The chi-squared contingency table test in R can be performed with the
chisq.test()
function from the base "stats" package.
The chi-squared contingency table test of independence can be used to test whether the row variable (with \(r\geq2\) rows) and column variable (with \(c\geq2\) columns) in a contingency table are independent as stated in the null hypothesis.
Also, the chi-squared contingency table test of homogeneity can be used to test whether different populations (with \(r\geq2\) populations) have the same proportions of a categorical variable (with \(c\geq2\) categories) as stated in the null hypothesis.
In the chi-squared contingency table test, the test statistic follows a chi-squared distribution with \((r − 1)(c − 1)\) degrees of freedom when the null hypothesis is true.
Question | Test of Independence: Are the row and column variables independent? | Test of Homogeneity: Are the populations homogeneous? |
---|---|---|
Null Hypothesis, \(H_0\) | The row and column variables are independent, hence, the row (column) cell proportions are equal for all rows (columns). | The populations are homogeneous, hence, they have the same proportions for the categories of the categorical variable. |
Alternate Hypothesis, \(H_1\) | The row and column variables are dependent, hence, at least one row’s (or column’s) cell proportions are different. | The populations are not homogeneous, hence, at least one population has different proportions for the categories of the categorical variable. |
Gender \ Response | Yes | No | Total |
---|---|---|---|
Male | 45 | 55 | 100 |
Female | 60 | 65 | 125 |
Total | 105 | 120 | 225 |
# Create the data for the chi-squared contingency table test
data = rbind(c(45, 55), c(60, 65))
# Run the chi-squared contingency table test with specifications
chisq.test(data, correct = FALSE)
Pearson's Chi-squared test
data: data
X-squared = 0.20089, df = 1, p-value = 0.654
Or:
# Create the data for the chi-squared contingency table test
male = c(yes = 45, no = 55)
female = c(yes = 60, no = 65)
rbind(male, female)
# Run the chi-squared contingency table test with specifications
chisq.test(rbind(male, female),
correct = FALSE)
Or:
# Create the data for the chi-squared contingency table test
x = c(rep("Male", 100), rep("Female", 125))

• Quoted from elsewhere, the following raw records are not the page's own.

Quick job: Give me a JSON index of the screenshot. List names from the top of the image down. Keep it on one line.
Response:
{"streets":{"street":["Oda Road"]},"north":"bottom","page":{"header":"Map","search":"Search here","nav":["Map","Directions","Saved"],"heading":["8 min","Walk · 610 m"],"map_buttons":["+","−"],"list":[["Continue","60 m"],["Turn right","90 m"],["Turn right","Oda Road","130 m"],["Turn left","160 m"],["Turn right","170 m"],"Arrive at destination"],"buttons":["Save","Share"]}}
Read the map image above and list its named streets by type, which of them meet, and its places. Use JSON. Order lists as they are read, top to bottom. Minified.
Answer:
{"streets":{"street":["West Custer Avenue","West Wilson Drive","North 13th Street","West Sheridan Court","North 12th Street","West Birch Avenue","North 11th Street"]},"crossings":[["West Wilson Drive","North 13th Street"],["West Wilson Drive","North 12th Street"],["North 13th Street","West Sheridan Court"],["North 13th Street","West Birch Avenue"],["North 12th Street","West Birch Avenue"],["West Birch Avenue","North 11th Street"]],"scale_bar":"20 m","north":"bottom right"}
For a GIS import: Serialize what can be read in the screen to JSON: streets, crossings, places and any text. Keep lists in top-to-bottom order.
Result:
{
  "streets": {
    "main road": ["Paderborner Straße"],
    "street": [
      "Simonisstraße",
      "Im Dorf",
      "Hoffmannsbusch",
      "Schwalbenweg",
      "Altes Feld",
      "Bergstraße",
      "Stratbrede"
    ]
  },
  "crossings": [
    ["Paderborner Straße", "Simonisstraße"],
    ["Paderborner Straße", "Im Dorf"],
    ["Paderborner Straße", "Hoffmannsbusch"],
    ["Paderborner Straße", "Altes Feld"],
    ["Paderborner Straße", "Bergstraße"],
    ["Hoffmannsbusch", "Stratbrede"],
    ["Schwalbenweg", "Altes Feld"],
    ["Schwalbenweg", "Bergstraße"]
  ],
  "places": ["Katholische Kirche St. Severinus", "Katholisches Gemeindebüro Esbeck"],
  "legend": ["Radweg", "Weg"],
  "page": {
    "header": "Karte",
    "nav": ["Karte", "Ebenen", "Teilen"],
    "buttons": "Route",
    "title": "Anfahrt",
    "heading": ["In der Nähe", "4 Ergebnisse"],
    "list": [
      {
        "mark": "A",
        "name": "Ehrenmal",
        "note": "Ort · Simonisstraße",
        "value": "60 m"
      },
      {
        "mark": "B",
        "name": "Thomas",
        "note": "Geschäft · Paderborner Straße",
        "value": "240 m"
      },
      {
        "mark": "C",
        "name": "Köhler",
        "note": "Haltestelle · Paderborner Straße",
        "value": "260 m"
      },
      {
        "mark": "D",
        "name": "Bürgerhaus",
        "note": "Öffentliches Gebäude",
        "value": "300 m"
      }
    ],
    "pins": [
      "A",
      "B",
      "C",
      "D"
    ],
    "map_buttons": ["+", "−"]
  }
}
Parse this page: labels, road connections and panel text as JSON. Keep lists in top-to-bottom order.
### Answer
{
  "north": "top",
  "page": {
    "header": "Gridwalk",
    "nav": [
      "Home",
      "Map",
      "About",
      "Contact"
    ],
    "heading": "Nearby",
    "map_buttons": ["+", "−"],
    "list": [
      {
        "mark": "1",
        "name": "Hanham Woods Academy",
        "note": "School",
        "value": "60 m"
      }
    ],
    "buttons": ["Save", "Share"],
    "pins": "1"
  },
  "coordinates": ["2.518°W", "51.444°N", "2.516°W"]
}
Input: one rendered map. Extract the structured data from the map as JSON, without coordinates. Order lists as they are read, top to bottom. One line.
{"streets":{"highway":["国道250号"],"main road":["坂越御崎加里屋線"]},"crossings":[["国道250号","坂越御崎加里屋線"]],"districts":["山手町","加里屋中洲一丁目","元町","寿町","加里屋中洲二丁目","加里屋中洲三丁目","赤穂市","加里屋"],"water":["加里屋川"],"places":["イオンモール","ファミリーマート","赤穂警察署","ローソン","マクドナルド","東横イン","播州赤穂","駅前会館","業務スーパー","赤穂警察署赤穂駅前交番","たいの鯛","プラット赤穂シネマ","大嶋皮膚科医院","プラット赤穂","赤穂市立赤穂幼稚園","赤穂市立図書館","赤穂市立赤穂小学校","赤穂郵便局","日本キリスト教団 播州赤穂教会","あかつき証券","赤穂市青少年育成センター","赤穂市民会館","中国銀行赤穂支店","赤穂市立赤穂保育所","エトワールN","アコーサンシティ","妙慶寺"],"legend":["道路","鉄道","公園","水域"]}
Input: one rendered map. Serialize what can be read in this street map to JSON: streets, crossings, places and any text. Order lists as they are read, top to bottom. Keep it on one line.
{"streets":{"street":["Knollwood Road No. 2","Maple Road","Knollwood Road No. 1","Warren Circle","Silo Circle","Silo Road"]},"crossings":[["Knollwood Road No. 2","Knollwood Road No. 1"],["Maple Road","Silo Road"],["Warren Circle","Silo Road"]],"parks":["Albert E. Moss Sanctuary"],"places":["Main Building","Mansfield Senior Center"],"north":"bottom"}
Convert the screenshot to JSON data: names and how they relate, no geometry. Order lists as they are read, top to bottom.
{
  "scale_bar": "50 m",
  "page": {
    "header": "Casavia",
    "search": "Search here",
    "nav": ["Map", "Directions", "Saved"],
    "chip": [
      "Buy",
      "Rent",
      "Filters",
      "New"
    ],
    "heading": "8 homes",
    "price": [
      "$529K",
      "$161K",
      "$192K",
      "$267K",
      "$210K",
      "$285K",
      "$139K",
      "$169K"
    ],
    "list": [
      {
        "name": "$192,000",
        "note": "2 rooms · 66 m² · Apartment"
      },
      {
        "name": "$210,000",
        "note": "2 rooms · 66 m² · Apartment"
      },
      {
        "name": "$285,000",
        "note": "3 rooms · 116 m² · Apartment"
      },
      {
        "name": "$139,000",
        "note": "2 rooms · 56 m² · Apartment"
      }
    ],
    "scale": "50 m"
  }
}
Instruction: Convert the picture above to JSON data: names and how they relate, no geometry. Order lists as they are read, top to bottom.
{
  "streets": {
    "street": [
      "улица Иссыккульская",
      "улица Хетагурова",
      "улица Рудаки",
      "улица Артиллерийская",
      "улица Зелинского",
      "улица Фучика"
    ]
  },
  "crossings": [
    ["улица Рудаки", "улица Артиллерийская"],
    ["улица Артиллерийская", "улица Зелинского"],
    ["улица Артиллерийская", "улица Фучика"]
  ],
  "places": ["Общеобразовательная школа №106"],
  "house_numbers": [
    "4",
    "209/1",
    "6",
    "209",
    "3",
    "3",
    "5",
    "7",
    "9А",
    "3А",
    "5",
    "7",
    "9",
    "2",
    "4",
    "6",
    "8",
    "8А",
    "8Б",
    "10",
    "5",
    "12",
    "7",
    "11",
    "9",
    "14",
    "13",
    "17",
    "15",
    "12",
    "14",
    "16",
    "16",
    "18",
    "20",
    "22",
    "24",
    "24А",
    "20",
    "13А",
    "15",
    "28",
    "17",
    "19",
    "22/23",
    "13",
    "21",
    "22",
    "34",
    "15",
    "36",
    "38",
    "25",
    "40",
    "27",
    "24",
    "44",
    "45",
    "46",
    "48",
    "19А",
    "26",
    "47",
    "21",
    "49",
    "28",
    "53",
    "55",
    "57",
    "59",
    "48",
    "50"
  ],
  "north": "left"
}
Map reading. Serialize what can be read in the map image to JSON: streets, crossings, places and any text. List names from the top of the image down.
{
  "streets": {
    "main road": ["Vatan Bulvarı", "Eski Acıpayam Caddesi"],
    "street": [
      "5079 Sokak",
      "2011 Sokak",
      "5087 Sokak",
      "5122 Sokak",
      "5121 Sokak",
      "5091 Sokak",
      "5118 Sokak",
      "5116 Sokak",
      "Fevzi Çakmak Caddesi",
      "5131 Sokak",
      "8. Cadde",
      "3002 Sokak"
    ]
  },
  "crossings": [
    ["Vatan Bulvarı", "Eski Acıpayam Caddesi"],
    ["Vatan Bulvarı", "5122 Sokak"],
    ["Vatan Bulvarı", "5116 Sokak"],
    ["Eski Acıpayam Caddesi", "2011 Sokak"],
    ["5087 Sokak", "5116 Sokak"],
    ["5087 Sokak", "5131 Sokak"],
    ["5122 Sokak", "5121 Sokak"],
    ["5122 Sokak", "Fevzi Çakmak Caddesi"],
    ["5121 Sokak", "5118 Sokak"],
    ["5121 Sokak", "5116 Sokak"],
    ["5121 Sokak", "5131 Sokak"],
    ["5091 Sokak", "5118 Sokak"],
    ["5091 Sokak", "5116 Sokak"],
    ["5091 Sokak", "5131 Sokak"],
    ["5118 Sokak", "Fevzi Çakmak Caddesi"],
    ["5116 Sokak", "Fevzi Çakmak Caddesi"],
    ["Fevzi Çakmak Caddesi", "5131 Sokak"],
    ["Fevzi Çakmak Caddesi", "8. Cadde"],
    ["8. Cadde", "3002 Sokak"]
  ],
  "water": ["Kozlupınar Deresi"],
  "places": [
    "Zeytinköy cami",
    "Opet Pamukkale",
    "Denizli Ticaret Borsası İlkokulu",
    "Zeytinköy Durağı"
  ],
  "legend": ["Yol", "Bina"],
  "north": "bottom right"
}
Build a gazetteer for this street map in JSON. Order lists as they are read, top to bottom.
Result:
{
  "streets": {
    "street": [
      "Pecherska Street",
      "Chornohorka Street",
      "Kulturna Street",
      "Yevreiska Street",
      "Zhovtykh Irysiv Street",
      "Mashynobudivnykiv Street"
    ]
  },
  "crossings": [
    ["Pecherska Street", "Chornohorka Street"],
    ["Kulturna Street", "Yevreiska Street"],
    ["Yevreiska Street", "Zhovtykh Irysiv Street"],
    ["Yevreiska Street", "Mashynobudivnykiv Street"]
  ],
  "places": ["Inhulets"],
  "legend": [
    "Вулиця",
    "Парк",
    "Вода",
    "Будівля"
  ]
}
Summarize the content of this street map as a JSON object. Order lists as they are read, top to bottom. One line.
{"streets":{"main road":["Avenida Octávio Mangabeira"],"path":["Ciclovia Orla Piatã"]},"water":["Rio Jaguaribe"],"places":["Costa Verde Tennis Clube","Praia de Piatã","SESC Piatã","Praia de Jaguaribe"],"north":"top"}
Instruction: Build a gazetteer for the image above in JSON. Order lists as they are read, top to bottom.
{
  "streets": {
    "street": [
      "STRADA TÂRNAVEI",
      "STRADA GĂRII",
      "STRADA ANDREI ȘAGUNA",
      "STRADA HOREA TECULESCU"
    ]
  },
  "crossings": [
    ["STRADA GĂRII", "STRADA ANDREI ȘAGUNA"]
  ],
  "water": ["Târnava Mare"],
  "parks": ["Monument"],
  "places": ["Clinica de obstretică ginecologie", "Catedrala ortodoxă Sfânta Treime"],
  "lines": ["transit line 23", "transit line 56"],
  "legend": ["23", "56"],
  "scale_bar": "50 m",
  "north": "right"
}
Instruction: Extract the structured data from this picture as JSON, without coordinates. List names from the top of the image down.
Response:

y = c(rep("Yes", 45), rep("No", 55),
rep("Yes", 60), rep("No", 65))
table(x, y)
data.frame(x, y)
# Run the chi-squared contingency table test with specifications
chisq.test(x, y,
correct = FALSE)
Argument | Usage |
x | Matrix of values |
y | For x as a factor, y will be a factor of the same length |
correct | Set to FALSE to remove continuity correction (default =
TRUE ) |
# Create object
chsq_object = chisq.test(rbind(c(45, 55), c(60, 65)),
correct = FALSE)
# Extract a component
chsq_object$statistic
X-squared
0.2008929
Test Component | Usage |
chsq_object$statistic | Test-statistic value |
chsq_object$p.value | P-value |
chsq_object$parameter | Degrees of freedom |
chsq_object$observed | Observed counts |
chsq_object$expected | Expected counts |
chsq_object$residuals | Residual as (Obs. - Exp.)/sqrt(Exp.) |
The chi-squared contingency table test has test statistics
(correct = FALSE
for 2x2 table) that takes the form:
\[\chi^2=\sum_{ij}\frac{(O_{ij}-E_{ij})^2}{E_{ij}}.\]
In cases where Yates’ continuity correction is applied which is
the default in R for chisq.test()
with 2x2 tables
and also only applies to 2x2 tables, it takes the form:
\[\chi^2=\sum_{ij}\frac{(|O_{ij}-E_{ij}|-c)^2}{E_{ij}}.\] With \(r\) rows and \(c\) columns, when the null hypothesis is true, \(\chi^2\) follows a chi-squared distribution (\(\chi^2_{(r-1)(c-1)}\)) with degrees of freedom, \(df = (r-1)(c-1)\),
\(O_{ij}'s\) are the observed values in row \(i\), column \(j\),
\(E_{ij}'s\) are the expected values, \(E_{ij} = \frac{(\text{row $i$ total})(\text{column $j$ total})}{(\text{overall total})}\),
The test is ideal for large samples sizes (for example, each \(E_{ij} > 5\)).
For 2x2 tables, \(c = \min\{0.5, |O_{ij}-E_{ij}|\}\), any cell \(ij\) can be used as \(|O_{ij}-E_{ij}|\) are the same for all cell \(ij\).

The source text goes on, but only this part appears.